-- Supplied information follows --
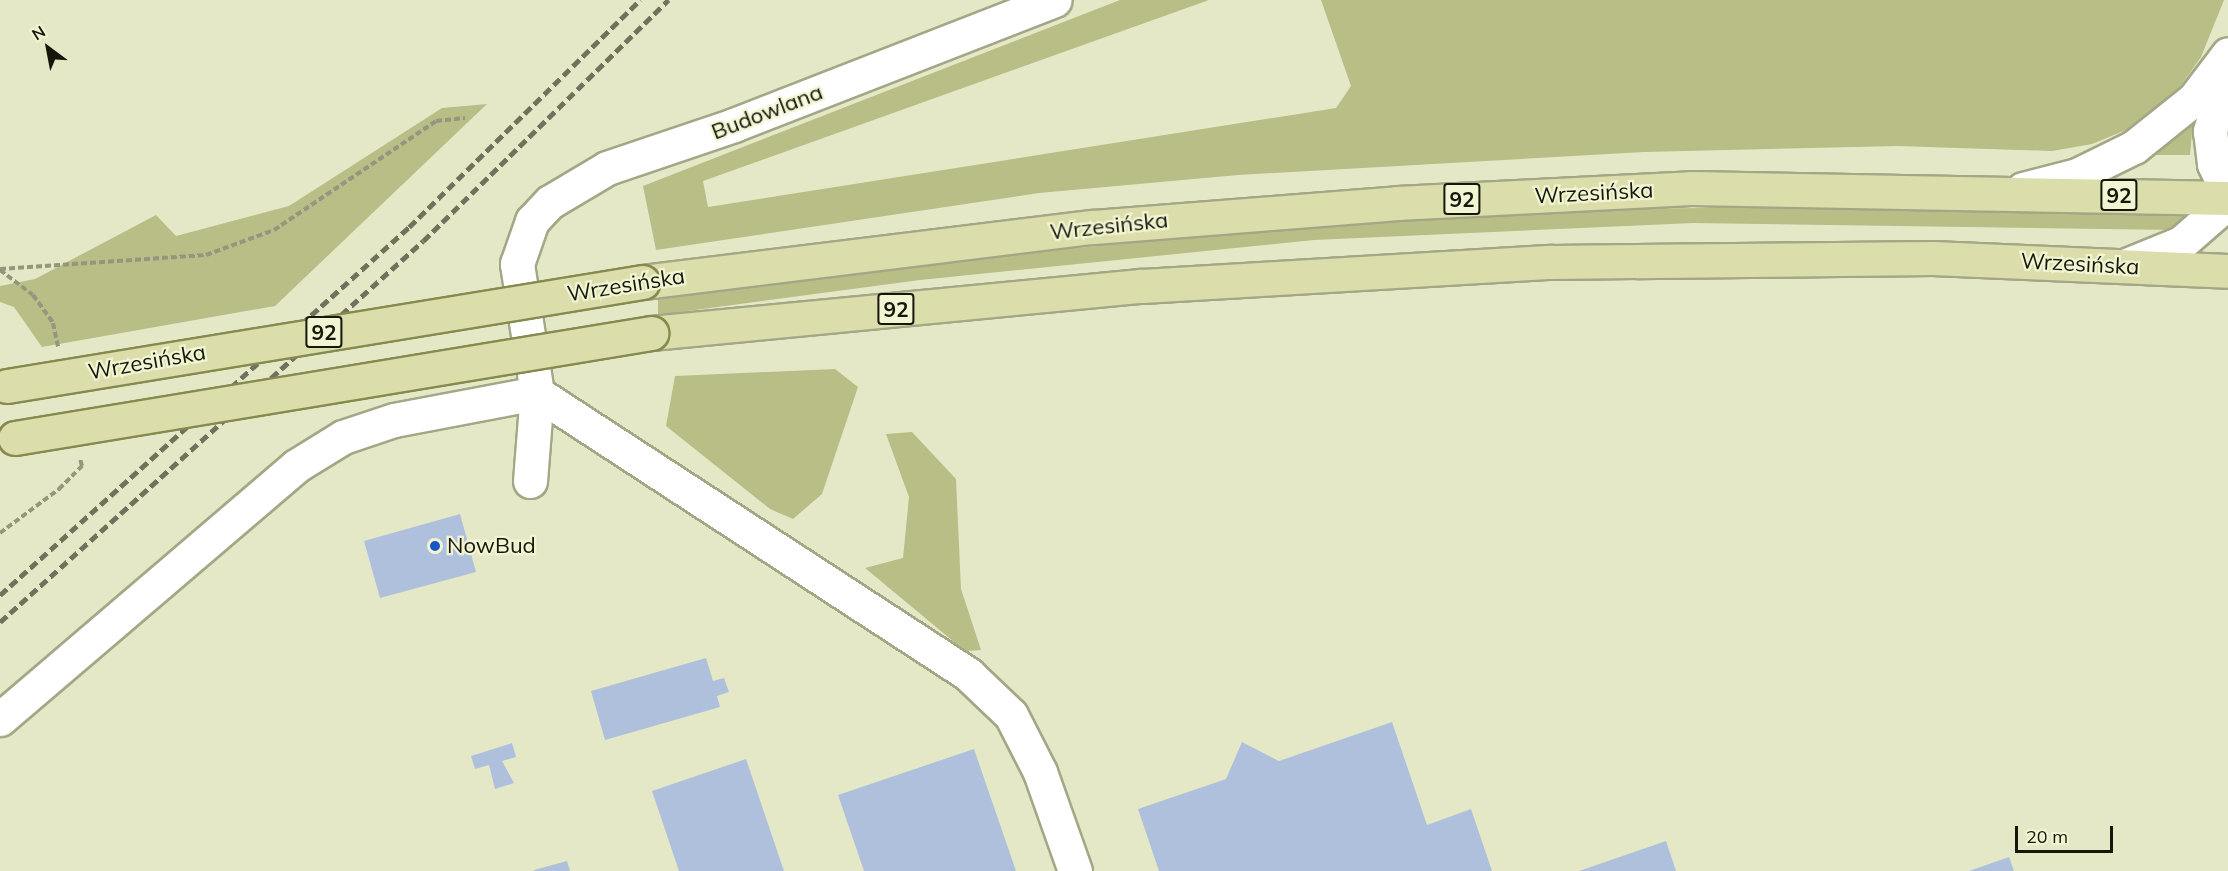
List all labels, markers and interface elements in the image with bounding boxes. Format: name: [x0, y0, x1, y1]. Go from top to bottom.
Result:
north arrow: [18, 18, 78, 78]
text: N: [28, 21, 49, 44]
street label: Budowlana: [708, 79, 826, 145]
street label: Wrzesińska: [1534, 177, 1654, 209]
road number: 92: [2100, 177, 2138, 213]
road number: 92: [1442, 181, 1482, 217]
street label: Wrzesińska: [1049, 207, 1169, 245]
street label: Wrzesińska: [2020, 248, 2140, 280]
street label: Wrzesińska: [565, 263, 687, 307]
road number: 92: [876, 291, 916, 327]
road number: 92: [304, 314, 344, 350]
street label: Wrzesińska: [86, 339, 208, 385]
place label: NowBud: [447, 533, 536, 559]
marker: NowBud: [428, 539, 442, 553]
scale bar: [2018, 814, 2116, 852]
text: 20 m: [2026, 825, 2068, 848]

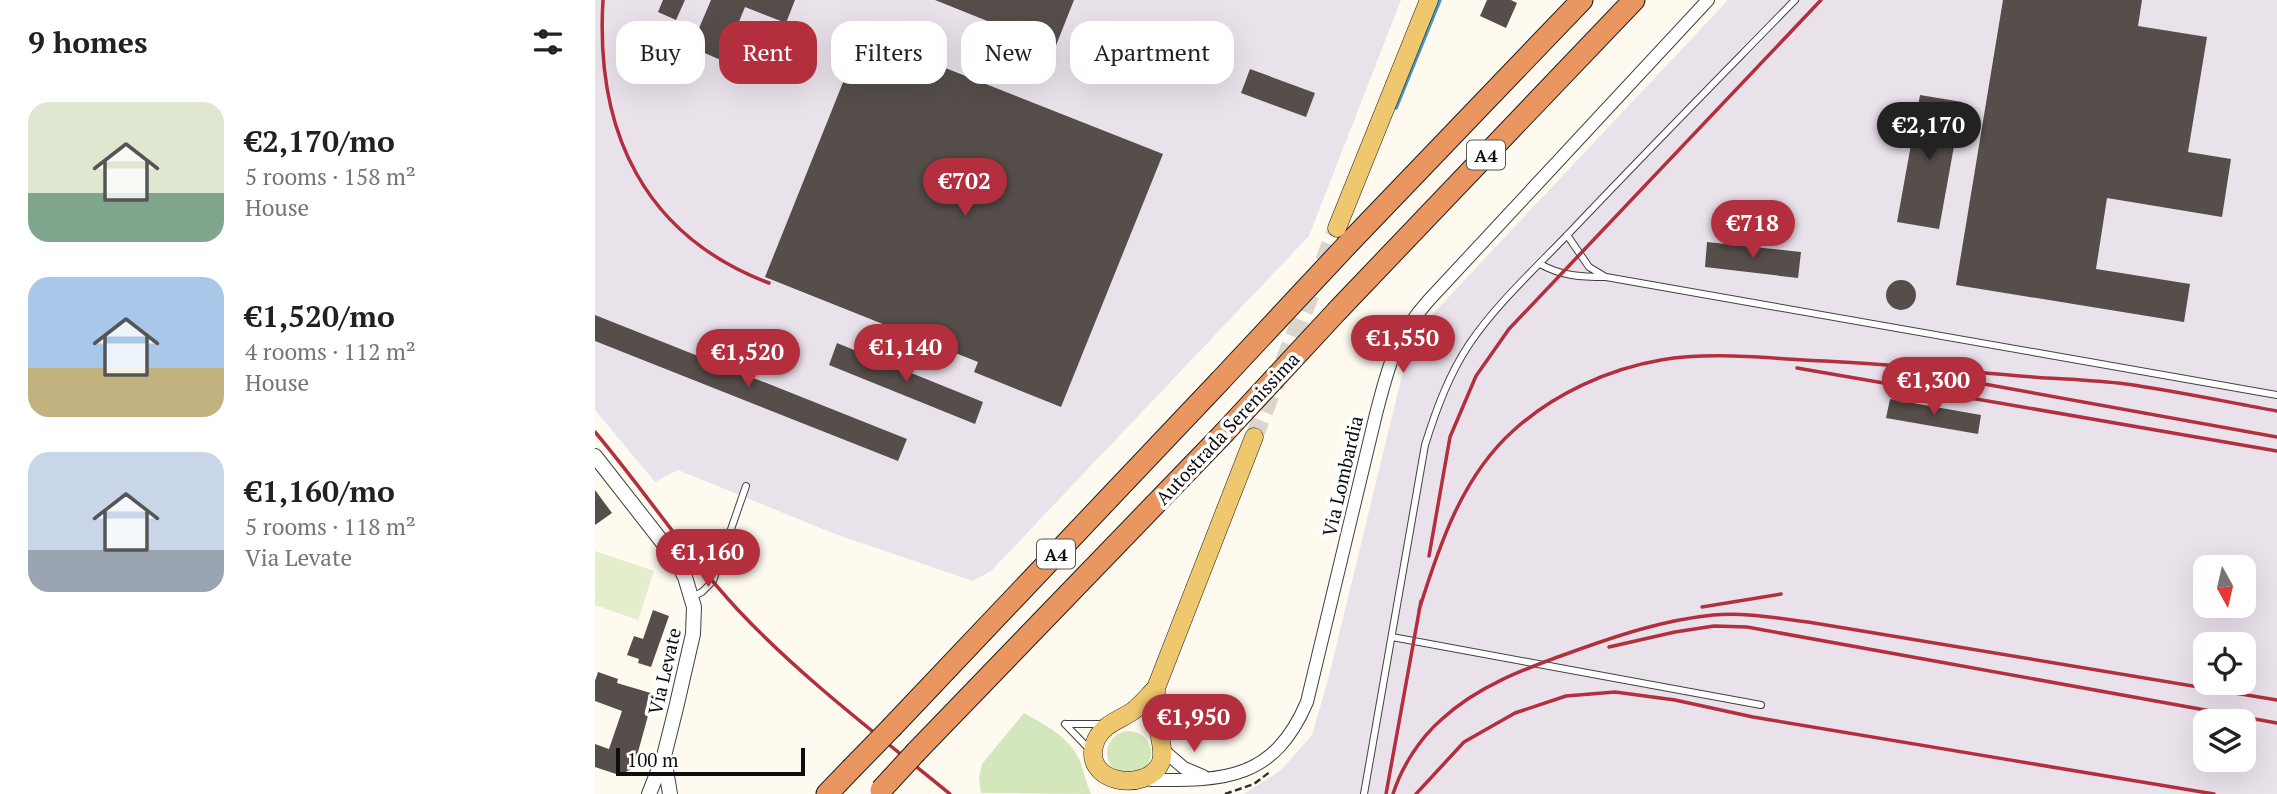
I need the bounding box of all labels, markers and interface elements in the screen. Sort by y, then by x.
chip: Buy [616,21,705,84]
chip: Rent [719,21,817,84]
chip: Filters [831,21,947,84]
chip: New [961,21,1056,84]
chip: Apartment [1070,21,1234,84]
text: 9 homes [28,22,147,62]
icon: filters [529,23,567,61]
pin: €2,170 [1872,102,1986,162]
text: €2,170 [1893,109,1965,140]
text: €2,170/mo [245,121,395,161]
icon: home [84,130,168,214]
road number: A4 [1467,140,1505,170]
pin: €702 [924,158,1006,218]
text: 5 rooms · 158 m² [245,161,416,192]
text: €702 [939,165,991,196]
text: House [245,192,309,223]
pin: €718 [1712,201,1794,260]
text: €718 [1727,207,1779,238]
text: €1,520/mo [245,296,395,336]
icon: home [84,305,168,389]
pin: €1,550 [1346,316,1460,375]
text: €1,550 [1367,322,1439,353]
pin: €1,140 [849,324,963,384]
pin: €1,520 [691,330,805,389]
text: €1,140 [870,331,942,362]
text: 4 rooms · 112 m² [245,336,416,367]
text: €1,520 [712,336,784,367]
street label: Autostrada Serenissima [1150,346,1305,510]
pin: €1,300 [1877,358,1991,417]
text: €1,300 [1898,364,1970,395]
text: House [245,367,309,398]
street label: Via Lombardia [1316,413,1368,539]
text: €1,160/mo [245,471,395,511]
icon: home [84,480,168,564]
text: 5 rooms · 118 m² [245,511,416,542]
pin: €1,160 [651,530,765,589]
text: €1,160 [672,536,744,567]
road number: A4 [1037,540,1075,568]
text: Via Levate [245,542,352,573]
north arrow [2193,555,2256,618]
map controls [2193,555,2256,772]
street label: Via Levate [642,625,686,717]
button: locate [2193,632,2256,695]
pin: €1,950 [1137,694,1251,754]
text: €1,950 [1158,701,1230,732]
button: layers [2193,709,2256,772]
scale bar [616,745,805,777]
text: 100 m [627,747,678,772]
-- Supplied information concluded --
Locate the word "road" in the records above, and return each line that has it.

▸ Solution to the problem:
road number: 92: [2100, 177, 2138, 213]
road number: 92: [1442, 181, 1482, 217]
road number: 92: [876, 291, 916, 327]
road number: 92: [304, 314, 344, 350]
road number: A4 [1467,140,1505,170]
road number: A4 [1037,540,1075,568]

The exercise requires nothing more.